= WHAT THIS TASK INVOLVES =
Look through the lines below and extract any with the word "bottom".

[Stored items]
= = = =

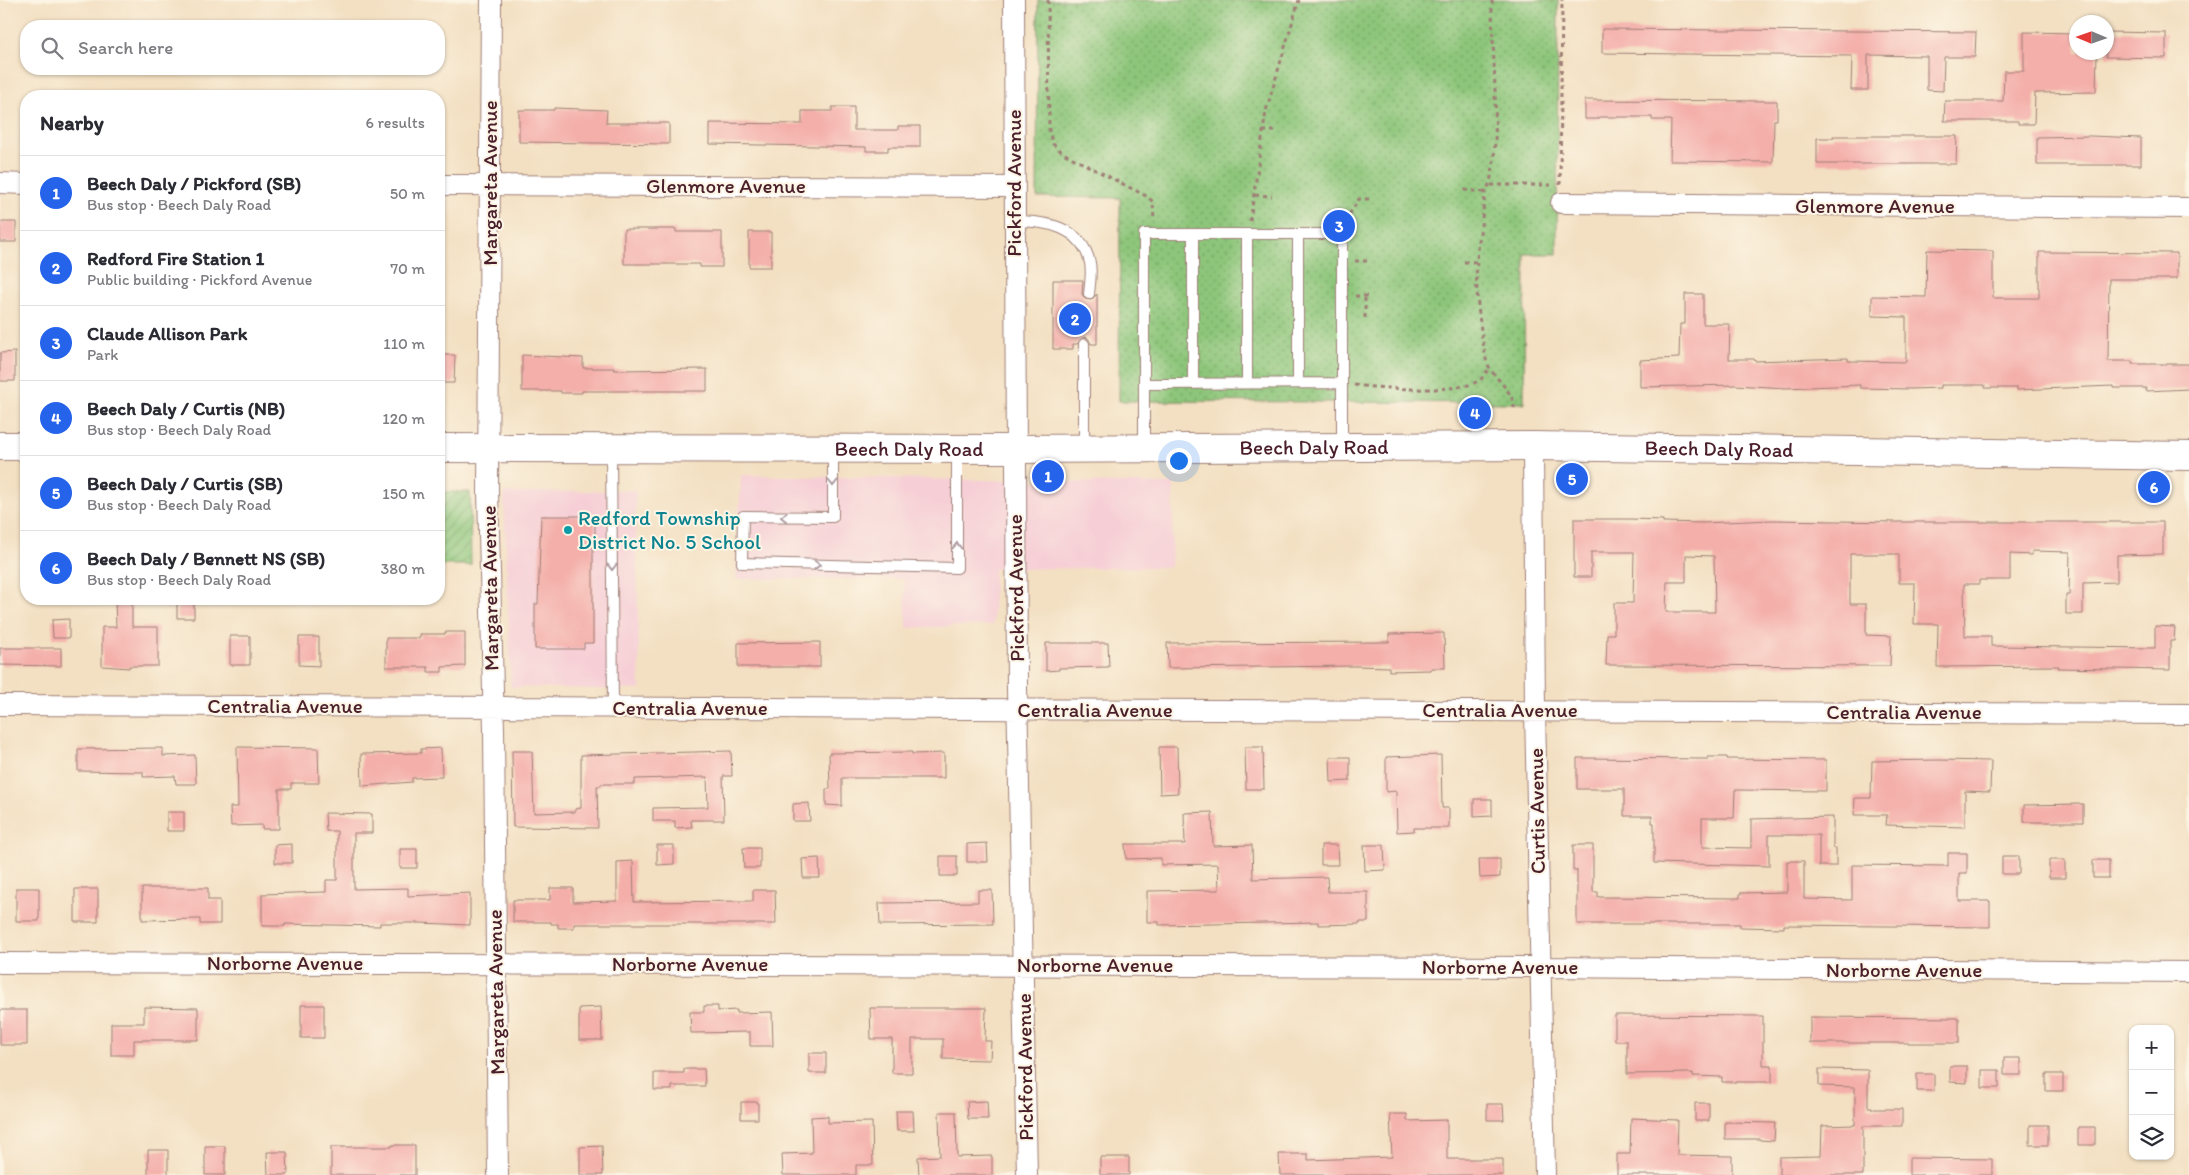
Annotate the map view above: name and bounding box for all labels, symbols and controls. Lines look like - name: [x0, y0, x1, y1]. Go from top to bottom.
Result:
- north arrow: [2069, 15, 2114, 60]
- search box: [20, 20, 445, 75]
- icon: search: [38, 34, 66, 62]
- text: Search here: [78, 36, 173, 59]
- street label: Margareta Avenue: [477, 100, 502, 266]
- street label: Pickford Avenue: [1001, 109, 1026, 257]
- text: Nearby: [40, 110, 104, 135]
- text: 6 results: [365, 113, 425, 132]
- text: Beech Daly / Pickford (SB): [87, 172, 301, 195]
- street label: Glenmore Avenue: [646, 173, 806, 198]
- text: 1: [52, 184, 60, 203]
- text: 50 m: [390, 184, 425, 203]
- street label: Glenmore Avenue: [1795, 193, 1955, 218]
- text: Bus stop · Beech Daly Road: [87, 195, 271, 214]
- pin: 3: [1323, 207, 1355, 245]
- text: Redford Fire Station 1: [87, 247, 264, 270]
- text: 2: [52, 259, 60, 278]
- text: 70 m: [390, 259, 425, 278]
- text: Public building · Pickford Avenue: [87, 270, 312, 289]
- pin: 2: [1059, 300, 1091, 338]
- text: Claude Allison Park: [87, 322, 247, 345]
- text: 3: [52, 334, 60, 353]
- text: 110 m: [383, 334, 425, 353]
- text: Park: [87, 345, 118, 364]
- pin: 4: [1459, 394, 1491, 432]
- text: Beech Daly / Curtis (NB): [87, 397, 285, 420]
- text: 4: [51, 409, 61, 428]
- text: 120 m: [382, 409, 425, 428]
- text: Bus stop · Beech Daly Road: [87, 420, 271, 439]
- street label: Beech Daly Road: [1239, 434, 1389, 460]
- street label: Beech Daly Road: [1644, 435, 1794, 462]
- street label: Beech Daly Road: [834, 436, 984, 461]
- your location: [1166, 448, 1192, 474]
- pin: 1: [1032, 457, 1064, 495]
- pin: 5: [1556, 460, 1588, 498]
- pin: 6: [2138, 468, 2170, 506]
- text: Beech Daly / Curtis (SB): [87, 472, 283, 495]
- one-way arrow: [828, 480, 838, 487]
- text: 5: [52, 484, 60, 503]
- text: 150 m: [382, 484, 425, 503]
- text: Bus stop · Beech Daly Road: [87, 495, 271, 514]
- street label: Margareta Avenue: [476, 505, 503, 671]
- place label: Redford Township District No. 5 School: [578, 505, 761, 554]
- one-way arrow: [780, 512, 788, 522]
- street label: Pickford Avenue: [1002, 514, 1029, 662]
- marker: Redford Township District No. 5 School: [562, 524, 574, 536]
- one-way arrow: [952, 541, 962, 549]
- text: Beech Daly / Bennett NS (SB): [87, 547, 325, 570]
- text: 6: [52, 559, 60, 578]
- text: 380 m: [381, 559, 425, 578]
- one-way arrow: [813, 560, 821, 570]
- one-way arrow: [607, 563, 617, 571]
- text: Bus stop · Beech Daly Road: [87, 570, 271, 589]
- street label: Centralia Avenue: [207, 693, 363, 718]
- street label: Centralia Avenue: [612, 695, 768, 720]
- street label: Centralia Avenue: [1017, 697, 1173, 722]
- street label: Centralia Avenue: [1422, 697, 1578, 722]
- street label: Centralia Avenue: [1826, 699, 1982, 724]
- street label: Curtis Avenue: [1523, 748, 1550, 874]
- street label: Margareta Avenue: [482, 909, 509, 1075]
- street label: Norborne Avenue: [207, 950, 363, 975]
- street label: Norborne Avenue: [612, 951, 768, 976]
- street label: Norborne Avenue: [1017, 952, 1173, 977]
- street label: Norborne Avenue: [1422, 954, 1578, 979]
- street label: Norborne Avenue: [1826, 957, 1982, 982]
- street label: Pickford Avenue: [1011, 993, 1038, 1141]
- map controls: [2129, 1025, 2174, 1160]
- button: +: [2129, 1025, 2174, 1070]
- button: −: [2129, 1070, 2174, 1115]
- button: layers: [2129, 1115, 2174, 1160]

= = = =

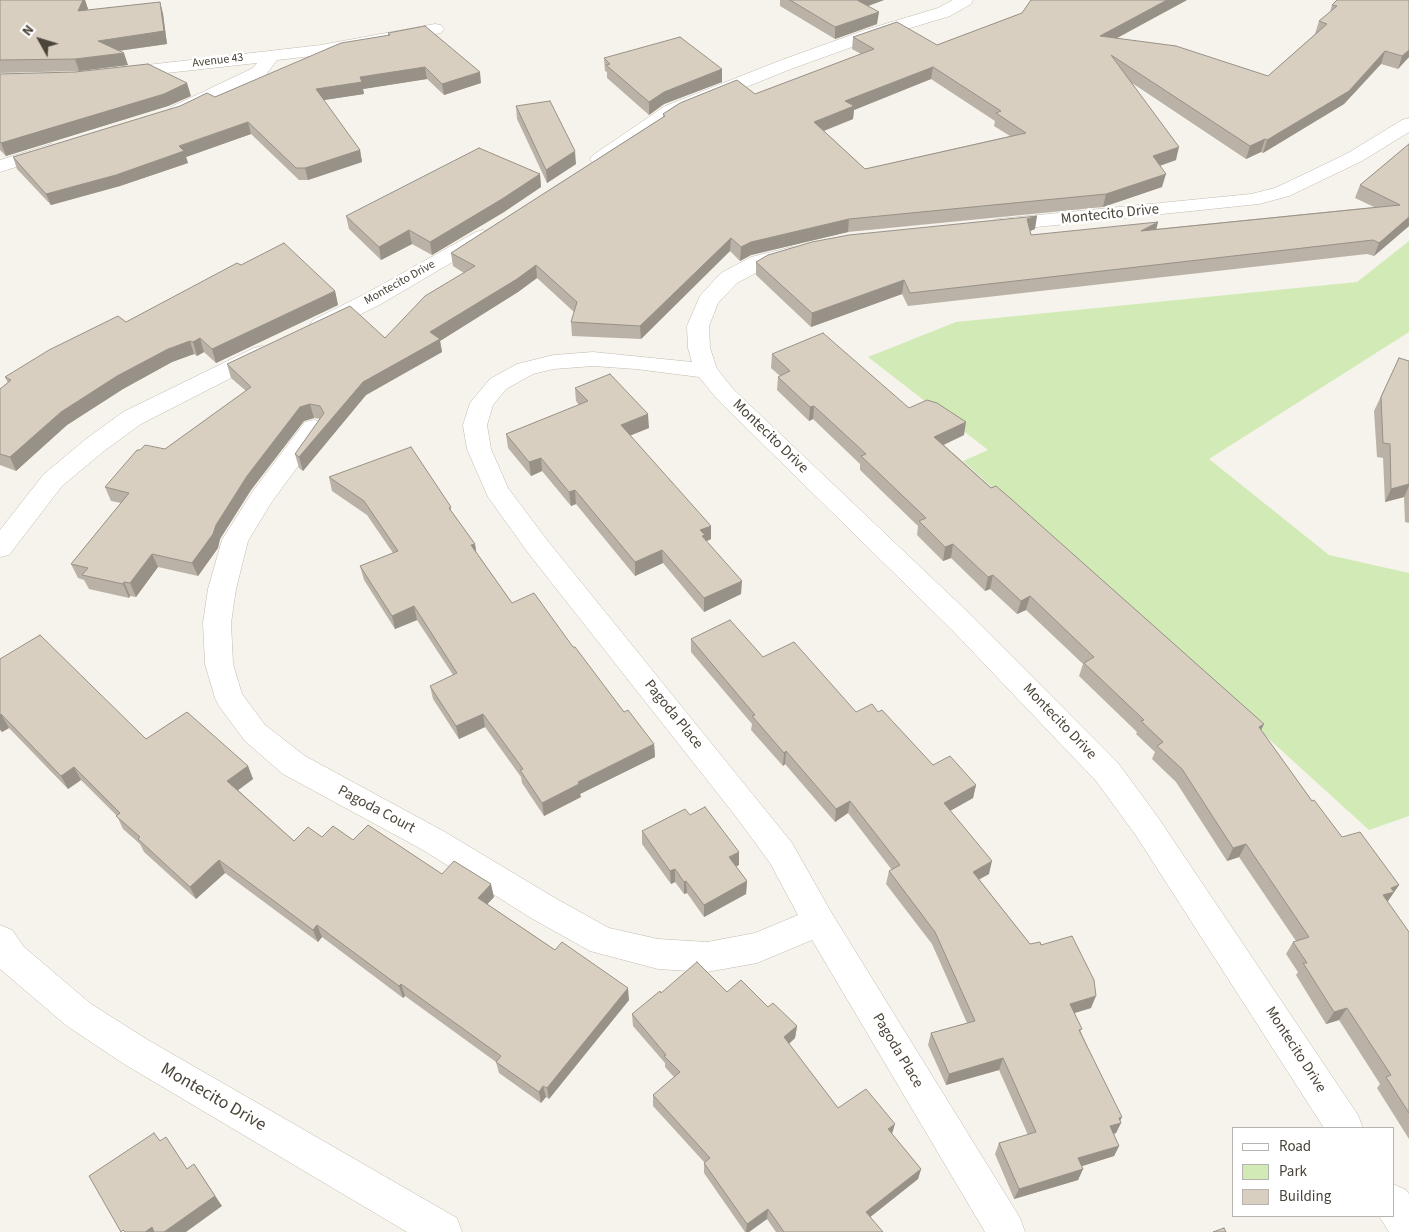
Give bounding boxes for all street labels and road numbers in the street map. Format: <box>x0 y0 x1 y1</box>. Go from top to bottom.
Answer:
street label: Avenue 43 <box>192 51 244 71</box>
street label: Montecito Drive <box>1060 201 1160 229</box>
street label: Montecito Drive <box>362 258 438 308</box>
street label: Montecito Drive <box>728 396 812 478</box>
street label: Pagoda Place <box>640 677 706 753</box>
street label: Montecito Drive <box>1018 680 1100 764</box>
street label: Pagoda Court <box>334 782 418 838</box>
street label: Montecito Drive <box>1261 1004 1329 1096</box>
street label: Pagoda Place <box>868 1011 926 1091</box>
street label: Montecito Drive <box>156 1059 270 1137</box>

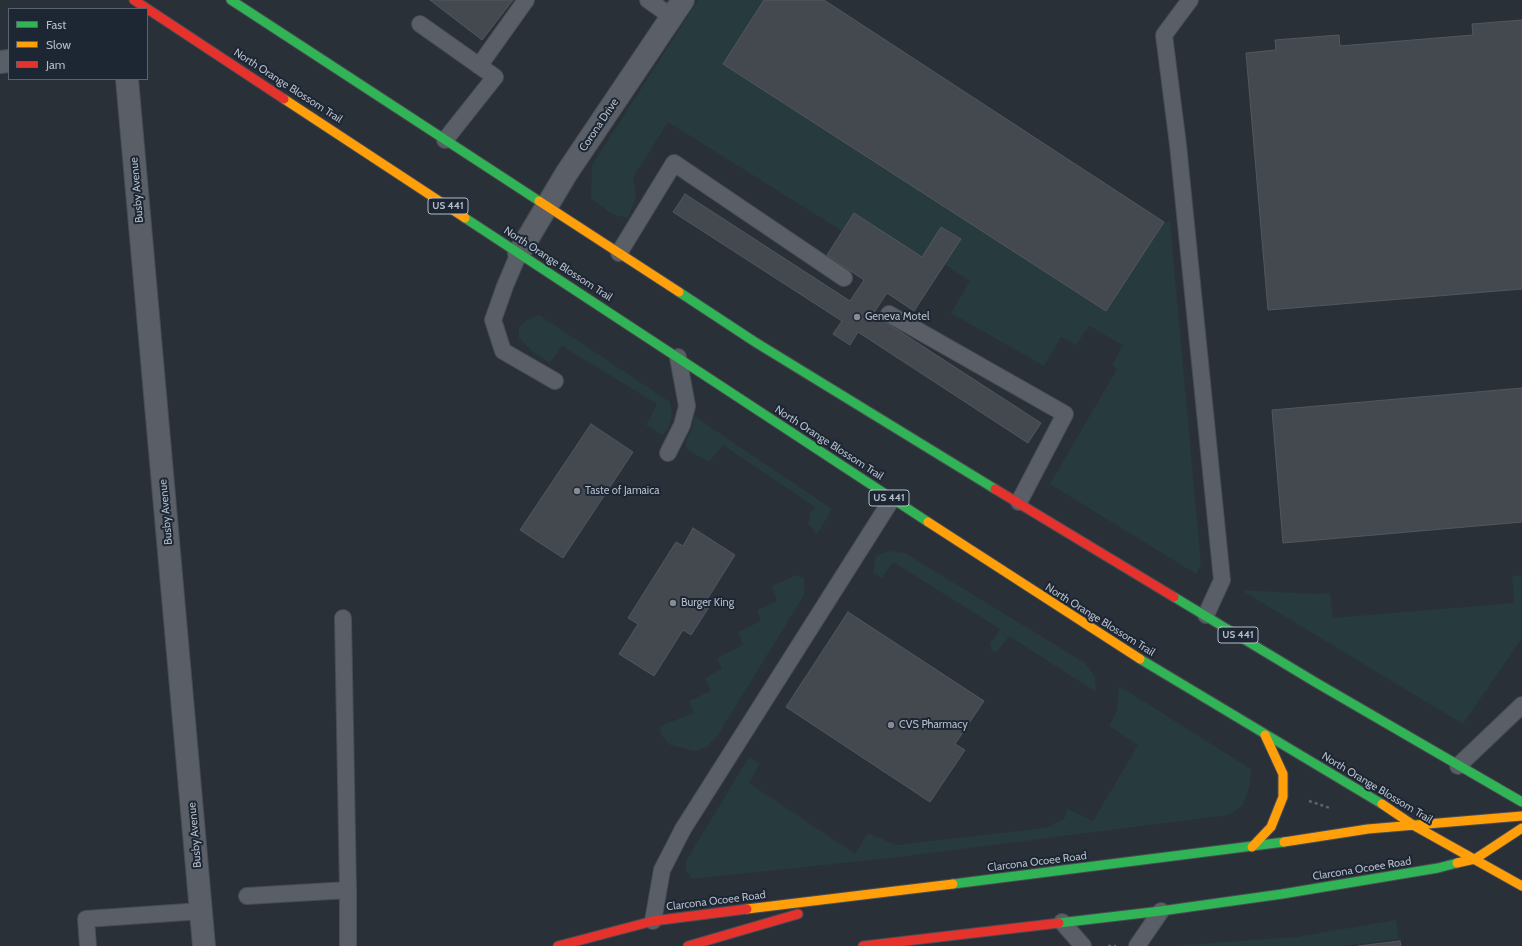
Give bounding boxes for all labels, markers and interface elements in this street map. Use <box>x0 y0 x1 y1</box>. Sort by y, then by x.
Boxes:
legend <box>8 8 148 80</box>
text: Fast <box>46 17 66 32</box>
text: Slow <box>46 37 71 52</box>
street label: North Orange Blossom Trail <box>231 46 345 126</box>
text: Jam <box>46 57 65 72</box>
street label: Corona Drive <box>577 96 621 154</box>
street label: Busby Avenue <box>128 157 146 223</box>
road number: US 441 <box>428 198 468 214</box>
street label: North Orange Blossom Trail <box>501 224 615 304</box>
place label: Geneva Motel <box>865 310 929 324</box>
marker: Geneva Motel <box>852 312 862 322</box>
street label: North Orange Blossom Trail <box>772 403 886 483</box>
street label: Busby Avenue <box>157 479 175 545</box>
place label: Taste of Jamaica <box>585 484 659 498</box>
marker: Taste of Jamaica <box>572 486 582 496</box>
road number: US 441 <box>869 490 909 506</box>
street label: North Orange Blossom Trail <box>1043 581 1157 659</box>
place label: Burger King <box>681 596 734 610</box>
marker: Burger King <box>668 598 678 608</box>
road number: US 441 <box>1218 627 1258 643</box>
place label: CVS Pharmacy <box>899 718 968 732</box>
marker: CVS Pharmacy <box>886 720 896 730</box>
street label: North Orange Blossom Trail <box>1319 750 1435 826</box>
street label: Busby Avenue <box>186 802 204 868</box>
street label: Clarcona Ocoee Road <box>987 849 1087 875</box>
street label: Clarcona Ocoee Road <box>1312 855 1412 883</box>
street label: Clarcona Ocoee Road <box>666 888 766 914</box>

= = = =

= EXERCISE RESULT =
Annotate the map view above: name and bounding box for all labels, symbols and controls. Lines look like - name: [x0, y0, x1, y1]. Go from top to bottom.
Give bounding boxes for all street labels and road numbers in the street map. Format: <box>x0 y0 x1 y1</box>. Go from top to bottom.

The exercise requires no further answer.